The argument is simple. Suppose we work out that the chance of a random mutation occurring that is beneficial and will spread through a whole population is one in a billion trillion. And we then find out that such mutations occur one time in a million. We would then be forced to conclude that such mutations aren't entirely random, and we would need to posit an additional mechanism as the cause of them rather than simply ascribe them to blind chance by itself.

This argument could be called the argument from improbability. In this blog I have also presented another argument against the Darwinian orthodoxy (in the post "On Evolution). In this previous argument, somewhat related to the Irreducible Complexity argument associated with Behe, I concluded that, when a significant mutation occurs, it must occur to a number of organisms existing in the same vicinity at the same time. I wish now to present a third argument against the modern Darwinian orthodoxy. We live in an era in which the fashionable school of thought in the social sciences is evolutionary psychology, a discipline I have criticised before in this blog. Although evolutionary psychologists don't seem to want to use this word, they are interested in instincts, behavioural adaptions. For instance, an evolutionary psychologist might say that people are born with an instinctive fear of snakes, an instinct that is genetic. He or she might imply that people are born with a 'fear of snakes' gene. Somehow we go from DNA to a protein, then to an arrangement of neurones in the brain, then to an aversion to snakes. I don't comprehend this move. I simply can't understand how a fear of snakes could be encoded in DNA, in a sequence of bases.

And now it's time to bring in quantum physics. As I argued in the posts on probability and Schrodinger's cat, quantum physics introduces a new concept – objective uncertainty. In a determinist world,  people can be uncertain but reality is certain; in the quantum world, however, reality is itself indeterminate, uncertain.

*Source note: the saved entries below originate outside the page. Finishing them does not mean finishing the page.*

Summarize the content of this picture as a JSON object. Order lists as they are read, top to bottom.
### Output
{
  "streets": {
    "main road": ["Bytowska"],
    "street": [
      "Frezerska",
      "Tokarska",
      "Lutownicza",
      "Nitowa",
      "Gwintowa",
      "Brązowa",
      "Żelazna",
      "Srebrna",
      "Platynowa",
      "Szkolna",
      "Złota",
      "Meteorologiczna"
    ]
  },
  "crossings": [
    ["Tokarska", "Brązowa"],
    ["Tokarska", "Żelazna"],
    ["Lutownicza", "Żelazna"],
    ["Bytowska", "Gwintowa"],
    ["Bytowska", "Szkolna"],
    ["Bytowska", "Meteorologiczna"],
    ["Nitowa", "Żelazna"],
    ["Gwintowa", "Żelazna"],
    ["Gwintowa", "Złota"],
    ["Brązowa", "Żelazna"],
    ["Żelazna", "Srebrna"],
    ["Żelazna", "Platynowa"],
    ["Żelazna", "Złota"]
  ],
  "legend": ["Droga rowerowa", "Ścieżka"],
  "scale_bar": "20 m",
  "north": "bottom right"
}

For example, if we fire an electron through a slit at a detector, it diffracts and there are a range of possible locations it can arrive at – and we have no way of predicting precisely where. In those posts, I argued, in effect, that everything is connected to everything else, that non-local hidden variables are at play, and I speculated that higher intelligences may operate through the quantum world. This might apply to evolution. I am not arguing that evolution didn't happen. Rather I wish to suggest that mutations are not wholly random and that some kind of intelligence may be working behind them or through them, bringing them about.

The argument about Darwin is often framed as a dispute between die-hard materialists and Christian fundamentalists. The Darwinists believe that evolution has got rid of God; the Christians see arguments against Darwin as bolstering the case for Christianity. Both sides are dogmatists. I am neither a Christian nor a Darwinist. For example, although I suspect some kind of higher intelligence may be at work in the world, and see evolution as evidence for this. I don't necessarily believe this intelligence to be benevolent or loving. This is why I like Rupert Sheldrake. Sheldrake is a practising Angican but not a devout Anglican. Although he talks about telepathy, clairvoyance, and precognition, he doesn't ever invoke God as an explanation for things. His theory of 'morphic resonance' is a third way between the dogmatisms of the Christian fundamentalists and the orthodox Darwinists. I am not sure that I believe in 'morphic resonance'. But Sheldrake's view that consciousness is everywhere and that everything is connected to everything else resonates with me.

It may be frightening to give up our convictions. But sometimes the truth involves recognising that no one knows the truth.